In these studies, fetal rhesus monkeys were exposed to nonpathogenic SIV very early in gestation (late first trimester). When experimentally inoculated with pathogenic SIV after birth, the team expected that exposed monkeys would mount less aggressive immune responses against the virus, have lower immune activation, and have less severe disease than unexposed animals. They actually found that the monkeys exposed to SIV in utero did not display any direct evidence of tolerance to SIV; however, the animals did have significantly lower viral loads after infection with pathogenic SIV postnatally, and altered immune responses that were associated with the control of viral replication.

These studies, although preliminary, provide an important avenue of research to pursue. One might envision developing vaccines that induce an immunological tolerance (tolerogenic) response in people at risk for HIV infection. Similar vaccines might be useful against other chronic infectious agents where, as with HIV, pathology and spread of the pathogen are often associated with an activated immune system. Further work on tolerogenic vaccines might also find application in the prevention or treatment of one or more of the 80 inflammatory autoimmune diseases, including rheumatoid arthritis, systemic lupus, celiac disease, and inflammatory bowel diseases. This research also highlights the fetal proof-of-concept model developed by Dr. Tarantal to address preclinical questions such as the safety of new methods of cell and gene transfer and novel vaccines prior to Phase I clinical trials.

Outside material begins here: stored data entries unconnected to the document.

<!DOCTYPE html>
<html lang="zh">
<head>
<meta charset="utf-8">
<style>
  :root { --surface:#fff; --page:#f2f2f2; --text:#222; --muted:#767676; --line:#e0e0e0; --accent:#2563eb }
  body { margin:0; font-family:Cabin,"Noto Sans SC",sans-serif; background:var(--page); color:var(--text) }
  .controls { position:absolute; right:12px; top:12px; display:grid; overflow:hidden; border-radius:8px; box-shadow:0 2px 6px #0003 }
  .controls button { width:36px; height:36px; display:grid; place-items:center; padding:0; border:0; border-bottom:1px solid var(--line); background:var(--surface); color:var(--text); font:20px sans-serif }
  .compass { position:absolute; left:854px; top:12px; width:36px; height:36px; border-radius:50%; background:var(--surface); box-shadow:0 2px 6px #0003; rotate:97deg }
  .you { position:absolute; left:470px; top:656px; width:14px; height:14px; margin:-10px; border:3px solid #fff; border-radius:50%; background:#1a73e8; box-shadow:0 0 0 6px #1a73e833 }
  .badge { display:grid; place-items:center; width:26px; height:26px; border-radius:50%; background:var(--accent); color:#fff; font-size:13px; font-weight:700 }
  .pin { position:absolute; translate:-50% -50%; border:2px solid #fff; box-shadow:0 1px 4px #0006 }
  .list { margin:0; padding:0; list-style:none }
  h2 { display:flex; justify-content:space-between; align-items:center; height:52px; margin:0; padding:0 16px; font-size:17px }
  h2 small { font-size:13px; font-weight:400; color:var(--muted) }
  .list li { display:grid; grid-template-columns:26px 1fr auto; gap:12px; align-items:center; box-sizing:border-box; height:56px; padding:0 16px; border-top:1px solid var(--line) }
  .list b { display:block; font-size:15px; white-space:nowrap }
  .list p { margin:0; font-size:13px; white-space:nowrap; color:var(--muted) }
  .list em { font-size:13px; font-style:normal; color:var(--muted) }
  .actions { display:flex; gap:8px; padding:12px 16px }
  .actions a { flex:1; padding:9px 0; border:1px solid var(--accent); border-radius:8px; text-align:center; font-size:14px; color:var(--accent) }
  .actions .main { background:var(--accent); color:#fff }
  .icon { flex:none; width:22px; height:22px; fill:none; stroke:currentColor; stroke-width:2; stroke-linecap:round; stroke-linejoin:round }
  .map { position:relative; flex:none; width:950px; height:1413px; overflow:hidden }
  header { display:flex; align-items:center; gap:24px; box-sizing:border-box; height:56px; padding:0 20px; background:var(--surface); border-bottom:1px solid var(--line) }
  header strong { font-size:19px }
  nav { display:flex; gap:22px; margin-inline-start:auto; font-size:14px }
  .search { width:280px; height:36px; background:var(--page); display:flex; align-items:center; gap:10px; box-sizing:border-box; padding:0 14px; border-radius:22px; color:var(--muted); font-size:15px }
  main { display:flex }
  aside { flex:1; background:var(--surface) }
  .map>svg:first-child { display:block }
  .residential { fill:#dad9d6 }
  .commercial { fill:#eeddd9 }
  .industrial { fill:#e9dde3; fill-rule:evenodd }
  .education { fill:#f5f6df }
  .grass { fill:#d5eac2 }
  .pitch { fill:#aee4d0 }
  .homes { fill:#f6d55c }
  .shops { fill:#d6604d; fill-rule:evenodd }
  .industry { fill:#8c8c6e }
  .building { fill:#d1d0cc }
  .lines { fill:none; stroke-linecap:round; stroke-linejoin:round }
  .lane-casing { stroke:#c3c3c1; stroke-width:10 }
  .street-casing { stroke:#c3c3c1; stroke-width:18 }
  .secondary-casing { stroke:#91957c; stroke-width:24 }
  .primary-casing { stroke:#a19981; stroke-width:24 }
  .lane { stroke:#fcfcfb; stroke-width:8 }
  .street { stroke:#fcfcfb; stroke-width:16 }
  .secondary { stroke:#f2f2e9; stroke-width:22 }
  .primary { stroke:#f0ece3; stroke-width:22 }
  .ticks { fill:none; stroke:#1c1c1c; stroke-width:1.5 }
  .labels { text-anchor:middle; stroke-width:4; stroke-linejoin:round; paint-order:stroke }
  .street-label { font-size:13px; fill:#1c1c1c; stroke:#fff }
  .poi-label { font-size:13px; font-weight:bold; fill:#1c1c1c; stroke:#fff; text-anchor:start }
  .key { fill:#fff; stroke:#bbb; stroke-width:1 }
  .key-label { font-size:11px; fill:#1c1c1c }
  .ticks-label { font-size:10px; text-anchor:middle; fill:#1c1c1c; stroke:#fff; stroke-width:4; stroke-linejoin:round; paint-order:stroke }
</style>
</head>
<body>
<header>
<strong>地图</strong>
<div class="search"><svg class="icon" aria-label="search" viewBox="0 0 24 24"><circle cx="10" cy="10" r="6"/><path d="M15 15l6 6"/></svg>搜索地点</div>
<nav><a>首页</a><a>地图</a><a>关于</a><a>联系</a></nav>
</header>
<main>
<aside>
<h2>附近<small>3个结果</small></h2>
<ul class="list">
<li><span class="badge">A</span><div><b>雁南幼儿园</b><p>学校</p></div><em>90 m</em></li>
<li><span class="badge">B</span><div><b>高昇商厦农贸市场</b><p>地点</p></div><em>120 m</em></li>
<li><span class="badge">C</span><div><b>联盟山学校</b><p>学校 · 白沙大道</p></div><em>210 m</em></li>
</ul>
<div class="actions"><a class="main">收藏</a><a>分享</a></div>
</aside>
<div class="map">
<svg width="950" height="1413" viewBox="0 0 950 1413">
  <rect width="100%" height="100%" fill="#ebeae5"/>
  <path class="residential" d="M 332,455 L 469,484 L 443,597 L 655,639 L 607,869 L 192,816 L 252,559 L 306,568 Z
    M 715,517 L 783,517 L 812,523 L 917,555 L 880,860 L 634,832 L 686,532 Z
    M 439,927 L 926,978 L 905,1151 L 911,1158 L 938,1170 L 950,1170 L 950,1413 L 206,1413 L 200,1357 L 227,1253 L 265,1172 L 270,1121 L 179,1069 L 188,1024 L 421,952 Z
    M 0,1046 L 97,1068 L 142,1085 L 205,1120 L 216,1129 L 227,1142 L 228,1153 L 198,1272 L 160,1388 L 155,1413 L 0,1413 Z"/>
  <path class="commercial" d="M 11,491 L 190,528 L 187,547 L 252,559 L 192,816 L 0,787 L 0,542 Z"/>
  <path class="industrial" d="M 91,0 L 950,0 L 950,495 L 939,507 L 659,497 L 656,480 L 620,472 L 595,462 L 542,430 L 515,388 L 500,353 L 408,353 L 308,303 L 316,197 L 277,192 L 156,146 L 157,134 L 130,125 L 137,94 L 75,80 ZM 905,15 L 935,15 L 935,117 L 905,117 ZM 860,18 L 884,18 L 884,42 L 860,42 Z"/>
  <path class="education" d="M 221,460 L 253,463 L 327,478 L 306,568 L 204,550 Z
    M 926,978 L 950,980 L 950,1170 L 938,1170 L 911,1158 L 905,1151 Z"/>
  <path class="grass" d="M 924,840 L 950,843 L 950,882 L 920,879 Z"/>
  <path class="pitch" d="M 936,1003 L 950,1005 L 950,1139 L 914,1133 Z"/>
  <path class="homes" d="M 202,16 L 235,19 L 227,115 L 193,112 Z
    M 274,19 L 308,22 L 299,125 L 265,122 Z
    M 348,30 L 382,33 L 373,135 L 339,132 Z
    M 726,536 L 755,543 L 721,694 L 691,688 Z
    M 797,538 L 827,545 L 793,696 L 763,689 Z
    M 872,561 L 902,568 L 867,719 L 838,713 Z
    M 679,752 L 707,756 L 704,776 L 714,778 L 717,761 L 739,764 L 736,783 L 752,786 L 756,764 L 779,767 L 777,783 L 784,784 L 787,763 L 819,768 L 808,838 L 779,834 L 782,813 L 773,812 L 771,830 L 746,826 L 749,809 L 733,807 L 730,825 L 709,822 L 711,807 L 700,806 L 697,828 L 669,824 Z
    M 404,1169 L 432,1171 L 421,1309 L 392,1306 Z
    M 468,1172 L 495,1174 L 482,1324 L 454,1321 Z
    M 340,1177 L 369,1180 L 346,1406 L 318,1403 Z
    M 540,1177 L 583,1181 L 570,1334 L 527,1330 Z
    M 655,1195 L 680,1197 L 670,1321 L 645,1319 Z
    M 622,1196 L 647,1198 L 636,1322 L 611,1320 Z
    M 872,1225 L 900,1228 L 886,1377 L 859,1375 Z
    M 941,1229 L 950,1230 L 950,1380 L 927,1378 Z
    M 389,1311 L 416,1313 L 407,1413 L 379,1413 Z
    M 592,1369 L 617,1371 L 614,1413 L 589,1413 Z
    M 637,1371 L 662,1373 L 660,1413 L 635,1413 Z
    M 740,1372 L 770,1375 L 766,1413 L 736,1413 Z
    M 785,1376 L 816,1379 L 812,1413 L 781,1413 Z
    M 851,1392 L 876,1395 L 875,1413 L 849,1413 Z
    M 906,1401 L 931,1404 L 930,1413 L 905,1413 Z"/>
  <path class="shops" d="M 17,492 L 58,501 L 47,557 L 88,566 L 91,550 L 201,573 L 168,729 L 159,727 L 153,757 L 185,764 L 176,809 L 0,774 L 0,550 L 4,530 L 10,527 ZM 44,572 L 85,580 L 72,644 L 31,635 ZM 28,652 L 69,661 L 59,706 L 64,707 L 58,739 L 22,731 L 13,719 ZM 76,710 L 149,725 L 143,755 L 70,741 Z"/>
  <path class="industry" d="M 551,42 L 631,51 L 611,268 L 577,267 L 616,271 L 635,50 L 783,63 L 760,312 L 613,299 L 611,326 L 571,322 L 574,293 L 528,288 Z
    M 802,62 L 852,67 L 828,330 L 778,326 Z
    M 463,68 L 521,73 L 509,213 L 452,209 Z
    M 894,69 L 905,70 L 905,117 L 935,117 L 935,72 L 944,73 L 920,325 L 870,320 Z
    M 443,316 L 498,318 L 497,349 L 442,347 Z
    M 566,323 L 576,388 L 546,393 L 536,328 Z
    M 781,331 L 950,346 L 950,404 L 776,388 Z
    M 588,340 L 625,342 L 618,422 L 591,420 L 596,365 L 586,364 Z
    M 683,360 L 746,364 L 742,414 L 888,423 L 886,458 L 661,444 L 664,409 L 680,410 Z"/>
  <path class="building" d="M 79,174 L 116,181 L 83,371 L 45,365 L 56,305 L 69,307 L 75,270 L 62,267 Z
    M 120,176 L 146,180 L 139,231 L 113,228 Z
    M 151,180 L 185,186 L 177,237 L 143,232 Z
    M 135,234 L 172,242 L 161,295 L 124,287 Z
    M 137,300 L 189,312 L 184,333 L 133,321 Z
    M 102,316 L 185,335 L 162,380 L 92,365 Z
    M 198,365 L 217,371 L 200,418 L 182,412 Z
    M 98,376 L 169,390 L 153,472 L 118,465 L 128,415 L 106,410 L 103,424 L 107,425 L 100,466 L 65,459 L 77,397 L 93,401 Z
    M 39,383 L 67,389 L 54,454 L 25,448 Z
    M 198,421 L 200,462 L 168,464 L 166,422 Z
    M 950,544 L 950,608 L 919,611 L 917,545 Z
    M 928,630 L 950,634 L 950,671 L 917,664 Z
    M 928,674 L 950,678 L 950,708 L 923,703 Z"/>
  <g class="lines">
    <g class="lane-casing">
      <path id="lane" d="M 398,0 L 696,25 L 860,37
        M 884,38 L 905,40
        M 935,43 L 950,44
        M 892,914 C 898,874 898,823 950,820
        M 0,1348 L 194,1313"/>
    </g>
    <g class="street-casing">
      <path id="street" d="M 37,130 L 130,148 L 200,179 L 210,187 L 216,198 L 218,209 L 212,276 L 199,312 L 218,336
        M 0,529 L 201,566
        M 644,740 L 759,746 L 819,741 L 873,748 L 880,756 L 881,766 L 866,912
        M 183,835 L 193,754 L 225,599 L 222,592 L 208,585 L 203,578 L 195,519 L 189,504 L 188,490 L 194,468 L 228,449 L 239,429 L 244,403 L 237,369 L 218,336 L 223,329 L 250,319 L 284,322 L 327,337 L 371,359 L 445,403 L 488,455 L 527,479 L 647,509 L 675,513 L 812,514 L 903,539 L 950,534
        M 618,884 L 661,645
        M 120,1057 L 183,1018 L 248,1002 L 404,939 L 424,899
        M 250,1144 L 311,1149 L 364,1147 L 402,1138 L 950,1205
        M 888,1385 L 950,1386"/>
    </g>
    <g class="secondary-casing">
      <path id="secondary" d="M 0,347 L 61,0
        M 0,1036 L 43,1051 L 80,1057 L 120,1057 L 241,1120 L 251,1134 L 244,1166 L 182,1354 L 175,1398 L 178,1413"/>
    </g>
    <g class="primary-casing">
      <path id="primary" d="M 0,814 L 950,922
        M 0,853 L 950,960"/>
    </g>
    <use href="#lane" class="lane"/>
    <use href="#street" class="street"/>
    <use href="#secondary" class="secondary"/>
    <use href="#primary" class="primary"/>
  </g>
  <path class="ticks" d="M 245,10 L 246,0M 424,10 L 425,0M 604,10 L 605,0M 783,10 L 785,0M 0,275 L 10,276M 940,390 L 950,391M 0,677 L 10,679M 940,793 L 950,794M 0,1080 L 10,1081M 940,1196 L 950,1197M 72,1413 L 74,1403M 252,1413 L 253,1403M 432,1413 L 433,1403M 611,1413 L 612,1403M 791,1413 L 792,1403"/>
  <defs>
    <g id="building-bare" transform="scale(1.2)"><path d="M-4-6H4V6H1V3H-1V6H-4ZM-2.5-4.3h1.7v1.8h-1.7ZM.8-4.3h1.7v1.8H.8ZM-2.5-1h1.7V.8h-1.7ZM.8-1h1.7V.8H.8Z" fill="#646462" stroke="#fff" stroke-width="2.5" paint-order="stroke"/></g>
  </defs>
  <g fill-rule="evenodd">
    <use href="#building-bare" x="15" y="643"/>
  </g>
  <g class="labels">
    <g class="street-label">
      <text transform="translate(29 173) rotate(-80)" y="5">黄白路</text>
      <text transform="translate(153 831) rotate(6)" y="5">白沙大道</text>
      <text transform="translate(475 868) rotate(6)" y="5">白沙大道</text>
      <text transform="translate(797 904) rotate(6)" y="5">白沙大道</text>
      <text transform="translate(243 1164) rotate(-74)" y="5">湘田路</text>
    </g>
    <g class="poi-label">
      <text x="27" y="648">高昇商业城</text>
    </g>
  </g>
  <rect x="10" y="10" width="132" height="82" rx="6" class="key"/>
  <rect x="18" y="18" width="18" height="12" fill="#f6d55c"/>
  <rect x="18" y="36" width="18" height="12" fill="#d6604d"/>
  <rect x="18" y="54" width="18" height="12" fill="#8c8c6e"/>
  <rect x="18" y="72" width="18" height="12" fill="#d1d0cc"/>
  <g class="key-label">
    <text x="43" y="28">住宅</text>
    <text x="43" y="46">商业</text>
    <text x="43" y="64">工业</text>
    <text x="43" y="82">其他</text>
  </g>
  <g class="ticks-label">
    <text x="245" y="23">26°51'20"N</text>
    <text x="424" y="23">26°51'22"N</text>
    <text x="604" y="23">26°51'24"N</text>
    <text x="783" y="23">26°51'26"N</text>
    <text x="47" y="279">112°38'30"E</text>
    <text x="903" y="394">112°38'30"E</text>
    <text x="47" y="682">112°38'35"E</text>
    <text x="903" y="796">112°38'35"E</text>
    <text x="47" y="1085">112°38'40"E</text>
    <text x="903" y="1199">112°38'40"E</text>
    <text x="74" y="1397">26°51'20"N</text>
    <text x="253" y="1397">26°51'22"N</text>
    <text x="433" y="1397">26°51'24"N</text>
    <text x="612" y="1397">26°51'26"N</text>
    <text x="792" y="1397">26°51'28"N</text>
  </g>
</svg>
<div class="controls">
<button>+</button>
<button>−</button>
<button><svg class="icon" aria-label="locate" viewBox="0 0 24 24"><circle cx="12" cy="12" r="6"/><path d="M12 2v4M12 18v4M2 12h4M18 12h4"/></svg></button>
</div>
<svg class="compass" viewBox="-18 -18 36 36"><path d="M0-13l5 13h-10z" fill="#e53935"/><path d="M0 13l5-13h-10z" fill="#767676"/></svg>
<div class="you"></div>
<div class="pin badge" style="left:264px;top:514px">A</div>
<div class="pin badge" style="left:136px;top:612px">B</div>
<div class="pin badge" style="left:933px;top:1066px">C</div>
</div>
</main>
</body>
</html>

The research was published August 12, 2015 in the prestigious journal Science Translational Medicine (Baker CA, Swainson L, Lin DL, Wong S, Hartigan-O’Connor DJ, Lifson JD, Tarantal AF, McCune JM. Exposure to SIV in utero results in reduced viral loads and altered responsiveness to postnatal challenge. Sci Transl Med 2015 Aug 12;7(300):300ra125. doi: 10.1126/scitranslmed.aac5547).

Support was provided via grants from the National Institute of Allergy and Infectious Diseases (NIAID), the National Heart, Lung, and Blood Institute (NHLBI) Center for Fetal Gene Transfer for Heart, Lung, and Blood Diseases, the Bill and Melinda Gates Foundation, the UCSF Clinical and Translational Research Institute, the Harvey V. Berneking Living Trust, and the CNPRC base operating grant.